Look through the entries for the string "Pickerskamp", and copy each line that holds it.
··· Supplied records
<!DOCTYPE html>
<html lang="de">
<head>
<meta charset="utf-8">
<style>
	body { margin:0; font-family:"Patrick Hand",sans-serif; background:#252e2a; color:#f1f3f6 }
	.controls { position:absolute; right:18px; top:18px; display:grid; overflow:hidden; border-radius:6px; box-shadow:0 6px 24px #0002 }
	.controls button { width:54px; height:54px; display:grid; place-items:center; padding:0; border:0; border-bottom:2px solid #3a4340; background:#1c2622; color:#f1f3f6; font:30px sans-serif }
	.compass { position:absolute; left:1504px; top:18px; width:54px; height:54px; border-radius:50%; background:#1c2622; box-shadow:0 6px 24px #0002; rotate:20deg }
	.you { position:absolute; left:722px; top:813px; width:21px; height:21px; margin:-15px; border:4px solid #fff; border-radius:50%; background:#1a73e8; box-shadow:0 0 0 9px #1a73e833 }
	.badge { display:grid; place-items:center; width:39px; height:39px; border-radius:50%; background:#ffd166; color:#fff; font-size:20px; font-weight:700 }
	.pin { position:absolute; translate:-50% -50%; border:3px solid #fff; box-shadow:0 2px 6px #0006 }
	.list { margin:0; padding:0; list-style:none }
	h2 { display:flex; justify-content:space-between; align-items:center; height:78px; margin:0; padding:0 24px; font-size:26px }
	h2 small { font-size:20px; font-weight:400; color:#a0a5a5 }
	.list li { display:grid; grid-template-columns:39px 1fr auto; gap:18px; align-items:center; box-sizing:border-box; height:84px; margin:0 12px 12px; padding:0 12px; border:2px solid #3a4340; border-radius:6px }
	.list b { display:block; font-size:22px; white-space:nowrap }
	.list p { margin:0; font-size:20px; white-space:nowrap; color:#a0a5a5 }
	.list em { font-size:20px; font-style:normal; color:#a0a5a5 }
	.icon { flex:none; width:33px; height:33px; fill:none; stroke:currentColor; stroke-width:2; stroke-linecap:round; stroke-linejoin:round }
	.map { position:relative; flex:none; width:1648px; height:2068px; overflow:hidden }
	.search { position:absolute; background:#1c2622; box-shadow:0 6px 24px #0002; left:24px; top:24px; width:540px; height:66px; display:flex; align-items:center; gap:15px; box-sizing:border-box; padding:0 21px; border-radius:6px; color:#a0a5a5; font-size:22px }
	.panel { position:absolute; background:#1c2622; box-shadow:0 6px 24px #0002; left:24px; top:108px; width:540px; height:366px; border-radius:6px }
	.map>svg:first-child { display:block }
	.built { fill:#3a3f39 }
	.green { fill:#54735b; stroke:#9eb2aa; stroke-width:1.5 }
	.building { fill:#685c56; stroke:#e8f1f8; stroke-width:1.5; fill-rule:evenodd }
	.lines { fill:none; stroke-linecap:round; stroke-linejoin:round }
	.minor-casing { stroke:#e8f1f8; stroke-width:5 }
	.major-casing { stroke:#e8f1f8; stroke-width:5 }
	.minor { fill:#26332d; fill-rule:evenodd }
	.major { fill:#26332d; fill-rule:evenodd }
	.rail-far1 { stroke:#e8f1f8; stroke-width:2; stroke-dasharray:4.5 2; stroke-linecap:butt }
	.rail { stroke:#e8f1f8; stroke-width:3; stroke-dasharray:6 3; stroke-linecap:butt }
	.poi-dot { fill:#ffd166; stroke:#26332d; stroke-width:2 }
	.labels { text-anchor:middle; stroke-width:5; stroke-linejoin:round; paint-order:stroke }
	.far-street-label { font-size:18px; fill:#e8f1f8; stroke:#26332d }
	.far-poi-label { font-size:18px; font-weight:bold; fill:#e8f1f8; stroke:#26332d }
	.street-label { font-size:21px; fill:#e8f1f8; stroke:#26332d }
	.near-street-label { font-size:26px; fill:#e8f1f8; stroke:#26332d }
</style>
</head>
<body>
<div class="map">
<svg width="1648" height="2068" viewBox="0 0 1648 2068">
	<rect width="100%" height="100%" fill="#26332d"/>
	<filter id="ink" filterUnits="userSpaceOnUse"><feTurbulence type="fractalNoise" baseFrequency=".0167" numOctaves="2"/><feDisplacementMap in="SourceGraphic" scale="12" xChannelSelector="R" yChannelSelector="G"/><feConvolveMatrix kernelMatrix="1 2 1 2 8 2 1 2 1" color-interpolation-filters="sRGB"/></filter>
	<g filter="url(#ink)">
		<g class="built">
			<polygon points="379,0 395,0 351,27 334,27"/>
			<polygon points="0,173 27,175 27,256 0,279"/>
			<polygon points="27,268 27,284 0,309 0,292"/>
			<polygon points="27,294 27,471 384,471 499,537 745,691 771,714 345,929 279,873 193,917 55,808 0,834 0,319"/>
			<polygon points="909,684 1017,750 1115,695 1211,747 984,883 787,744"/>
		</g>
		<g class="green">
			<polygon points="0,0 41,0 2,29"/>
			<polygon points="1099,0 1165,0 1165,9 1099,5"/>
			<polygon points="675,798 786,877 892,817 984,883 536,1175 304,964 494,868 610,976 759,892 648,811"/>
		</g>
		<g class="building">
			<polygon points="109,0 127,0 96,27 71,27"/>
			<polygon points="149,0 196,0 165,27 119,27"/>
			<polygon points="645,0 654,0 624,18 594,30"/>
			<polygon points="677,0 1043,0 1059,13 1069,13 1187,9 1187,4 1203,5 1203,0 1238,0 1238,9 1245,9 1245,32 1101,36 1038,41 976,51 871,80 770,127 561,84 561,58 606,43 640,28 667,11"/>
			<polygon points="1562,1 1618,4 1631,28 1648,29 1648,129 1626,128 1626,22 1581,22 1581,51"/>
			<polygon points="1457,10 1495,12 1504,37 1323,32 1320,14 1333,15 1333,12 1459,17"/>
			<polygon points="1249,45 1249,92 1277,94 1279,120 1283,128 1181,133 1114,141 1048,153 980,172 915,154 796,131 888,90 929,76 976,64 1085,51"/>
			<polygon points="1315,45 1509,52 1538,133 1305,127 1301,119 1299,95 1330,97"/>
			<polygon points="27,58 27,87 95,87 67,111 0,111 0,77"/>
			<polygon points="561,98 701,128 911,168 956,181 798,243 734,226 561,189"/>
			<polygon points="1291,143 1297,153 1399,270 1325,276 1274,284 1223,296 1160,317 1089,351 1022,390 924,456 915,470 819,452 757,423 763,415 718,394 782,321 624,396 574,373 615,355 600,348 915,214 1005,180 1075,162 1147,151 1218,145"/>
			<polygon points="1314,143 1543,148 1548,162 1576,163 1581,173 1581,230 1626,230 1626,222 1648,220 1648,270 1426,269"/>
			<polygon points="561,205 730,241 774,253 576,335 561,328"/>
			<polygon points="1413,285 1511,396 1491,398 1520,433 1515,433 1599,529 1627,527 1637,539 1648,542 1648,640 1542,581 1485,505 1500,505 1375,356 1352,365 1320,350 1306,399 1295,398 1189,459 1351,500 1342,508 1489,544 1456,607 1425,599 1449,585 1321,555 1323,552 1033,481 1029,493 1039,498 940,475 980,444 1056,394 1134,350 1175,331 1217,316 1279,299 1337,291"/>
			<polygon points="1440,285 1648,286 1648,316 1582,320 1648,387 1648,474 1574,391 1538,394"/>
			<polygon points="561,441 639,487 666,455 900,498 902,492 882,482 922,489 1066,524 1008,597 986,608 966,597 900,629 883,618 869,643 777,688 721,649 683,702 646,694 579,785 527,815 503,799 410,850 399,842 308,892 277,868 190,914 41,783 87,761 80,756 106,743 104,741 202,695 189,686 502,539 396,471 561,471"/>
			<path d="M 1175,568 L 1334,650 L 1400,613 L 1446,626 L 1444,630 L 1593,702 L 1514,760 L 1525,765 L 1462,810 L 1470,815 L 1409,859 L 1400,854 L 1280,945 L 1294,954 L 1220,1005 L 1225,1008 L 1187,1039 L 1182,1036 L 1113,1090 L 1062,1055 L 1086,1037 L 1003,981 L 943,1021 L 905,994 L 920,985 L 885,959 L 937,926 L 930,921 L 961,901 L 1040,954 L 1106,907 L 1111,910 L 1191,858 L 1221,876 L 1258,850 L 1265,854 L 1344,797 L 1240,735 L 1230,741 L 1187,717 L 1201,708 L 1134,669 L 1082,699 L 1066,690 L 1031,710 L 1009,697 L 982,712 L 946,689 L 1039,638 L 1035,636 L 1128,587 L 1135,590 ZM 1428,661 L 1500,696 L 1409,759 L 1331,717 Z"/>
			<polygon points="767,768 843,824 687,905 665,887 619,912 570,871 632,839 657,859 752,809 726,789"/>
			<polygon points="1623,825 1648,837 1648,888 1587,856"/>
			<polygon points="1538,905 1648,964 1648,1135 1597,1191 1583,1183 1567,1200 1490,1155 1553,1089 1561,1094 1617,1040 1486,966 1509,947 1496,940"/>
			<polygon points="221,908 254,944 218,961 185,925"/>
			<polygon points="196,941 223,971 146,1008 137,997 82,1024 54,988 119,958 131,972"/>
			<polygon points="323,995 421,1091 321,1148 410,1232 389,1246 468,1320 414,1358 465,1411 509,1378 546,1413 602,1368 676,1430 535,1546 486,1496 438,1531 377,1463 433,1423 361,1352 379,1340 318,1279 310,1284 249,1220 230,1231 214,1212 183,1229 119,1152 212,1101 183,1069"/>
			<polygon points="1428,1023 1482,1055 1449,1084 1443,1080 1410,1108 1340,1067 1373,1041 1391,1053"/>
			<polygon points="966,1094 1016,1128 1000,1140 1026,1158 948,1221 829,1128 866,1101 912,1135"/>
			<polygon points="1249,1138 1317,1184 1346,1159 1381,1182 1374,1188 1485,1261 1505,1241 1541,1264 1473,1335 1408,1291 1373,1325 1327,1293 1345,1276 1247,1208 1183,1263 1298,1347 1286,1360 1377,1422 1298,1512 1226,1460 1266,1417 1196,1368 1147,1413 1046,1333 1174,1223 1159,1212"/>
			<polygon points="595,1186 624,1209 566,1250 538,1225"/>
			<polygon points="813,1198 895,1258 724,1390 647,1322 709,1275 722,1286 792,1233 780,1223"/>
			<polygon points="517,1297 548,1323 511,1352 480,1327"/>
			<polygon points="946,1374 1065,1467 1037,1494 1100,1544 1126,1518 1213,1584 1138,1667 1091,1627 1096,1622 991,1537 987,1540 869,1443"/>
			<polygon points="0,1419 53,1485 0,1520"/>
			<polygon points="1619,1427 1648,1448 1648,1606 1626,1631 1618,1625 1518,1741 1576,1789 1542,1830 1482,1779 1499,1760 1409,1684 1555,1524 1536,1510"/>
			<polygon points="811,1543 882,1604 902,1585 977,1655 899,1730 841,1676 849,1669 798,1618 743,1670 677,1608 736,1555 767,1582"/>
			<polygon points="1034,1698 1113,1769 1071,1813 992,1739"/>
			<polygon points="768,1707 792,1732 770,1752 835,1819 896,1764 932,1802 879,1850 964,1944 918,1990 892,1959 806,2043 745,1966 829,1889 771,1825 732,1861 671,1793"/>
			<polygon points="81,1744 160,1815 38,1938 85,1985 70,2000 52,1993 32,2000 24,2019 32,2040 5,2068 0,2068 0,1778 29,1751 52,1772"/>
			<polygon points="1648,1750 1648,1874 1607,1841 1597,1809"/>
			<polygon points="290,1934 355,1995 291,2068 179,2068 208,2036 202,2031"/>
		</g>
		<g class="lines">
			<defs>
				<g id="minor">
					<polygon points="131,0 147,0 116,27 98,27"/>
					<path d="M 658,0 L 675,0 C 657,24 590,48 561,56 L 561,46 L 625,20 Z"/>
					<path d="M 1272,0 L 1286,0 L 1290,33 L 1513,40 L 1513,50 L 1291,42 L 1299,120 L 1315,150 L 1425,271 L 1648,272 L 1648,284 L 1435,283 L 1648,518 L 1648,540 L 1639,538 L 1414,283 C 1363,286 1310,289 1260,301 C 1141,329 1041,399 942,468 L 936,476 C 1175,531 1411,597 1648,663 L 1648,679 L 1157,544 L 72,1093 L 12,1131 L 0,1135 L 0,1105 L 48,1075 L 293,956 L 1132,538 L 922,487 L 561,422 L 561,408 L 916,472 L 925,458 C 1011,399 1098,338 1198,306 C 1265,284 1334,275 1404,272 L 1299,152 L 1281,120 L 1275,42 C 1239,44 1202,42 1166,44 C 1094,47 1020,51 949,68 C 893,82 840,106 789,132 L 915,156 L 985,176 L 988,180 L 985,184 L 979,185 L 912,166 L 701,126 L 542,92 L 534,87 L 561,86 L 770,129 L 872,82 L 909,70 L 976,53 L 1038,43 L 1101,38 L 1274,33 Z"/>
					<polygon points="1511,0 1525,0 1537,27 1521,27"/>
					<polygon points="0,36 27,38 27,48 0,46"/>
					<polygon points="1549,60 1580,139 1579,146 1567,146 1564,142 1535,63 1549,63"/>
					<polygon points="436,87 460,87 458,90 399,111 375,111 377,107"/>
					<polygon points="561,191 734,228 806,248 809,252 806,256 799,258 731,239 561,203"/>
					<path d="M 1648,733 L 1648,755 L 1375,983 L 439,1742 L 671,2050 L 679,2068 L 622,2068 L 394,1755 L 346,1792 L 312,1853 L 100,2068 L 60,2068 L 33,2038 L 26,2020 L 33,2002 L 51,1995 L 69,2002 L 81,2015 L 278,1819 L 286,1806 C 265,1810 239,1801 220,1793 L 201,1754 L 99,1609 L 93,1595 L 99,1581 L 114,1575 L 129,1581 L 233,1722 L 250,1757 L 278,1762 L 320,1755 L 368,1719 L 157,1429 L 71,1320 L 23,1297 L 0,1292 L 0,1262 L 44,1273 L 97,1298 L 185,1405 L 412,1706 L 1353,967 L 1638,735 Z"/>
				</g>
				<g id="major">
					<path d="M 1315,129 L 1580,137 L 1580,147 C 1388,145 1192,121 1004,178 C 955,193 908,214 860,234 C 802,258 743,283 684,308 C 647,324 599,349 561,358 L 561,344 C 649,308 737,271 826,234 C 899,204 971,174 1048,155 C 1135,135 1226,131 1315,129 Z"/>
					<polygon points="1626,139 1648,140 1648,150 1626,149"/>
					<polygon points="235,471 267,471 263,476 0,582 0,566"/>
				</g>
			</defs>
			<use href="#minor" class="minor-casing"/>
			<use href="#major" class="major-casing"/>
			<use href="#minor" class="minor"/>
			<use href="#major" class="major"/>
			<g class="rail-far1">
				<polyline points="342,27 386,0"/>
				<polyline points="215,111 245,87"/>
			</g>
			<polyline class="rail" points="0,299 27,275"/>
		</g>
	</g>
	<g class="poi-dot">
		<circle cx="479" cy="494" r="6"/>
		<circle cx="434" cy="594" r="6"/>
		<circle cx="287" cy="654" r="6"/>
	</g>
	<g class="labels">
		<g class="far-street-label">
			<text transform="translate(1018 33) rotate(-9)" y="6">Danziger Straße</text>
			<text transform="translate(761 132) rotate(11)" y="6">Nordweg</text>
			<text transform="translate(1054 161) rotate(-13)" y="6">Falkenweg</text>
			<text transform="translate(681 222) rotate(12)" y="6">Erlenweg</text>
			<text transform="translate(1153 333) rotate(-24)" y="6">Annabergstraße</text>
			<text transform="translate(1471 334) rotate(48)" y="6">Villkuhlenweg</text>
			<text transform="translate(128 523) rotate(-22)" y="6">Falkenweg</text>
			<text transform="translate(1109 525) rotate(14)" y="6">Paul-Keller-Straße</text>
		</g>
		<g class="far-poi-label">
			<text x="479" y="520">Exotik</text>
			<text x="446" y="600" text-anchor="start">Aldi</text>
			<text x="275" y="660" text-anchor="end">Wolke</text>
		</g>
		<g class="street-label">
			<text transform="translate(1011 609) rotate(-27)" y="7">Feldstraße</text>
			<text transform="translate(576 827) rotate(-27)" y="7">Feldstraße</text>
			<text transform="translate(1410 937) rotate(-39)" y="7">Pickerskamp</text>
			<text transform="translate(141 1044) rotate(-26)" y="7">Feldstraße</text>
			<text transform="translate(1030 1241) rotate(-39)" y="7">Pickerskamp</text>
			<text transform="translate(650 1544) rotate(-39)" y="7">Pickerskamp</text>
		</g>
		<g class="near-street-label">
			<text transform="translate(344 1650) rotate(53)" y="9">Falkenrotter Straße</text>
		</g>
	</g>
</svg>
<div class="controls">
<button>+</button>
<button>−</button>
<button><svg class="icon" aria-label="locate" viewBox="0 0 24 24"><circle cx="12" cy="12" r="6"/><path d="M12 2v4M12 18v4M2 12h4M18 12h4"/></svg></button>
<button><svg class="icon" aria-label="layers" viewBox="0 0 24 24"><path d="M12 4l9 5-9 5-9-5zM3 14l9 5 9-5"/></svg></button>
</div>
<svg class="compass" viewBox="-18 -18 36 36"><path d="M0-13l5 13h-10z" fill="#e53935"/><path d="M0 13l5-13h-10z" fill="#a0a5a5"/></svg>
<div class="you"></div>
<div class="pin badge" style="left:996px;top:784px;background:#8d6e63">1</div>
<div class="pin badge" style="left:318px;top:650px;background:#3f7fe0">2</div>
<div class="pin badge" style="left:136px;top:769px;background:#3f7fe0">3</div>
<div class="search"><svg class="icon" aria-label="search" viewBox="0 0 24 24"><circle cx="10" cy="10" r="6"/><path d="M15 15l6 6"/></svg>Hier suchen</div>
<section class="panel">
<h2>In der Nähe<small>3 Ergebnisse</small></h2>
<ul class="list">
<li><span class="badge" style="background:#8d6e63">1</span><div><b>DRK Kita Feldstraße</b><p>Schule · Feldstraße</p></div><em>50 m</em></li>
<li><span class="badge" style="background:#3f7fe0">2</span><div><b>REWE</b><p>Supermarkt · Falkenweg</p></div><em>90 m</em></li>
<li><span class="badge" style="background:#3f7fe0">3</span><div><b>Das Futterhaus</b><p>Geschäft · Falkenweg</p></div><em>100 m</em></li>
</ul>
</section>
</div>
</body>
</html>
······
• Solution below
			<text transform="translate(1410 937) rotate(-39)" y="7">Pickerskamp</text>
			<text transform="translate(1030 1241) rotate(-39)" y="7">Pickerskamp</text>
			<text transform="translate(650 1544) rotate(-39)" y="7">Pickerskamp</text>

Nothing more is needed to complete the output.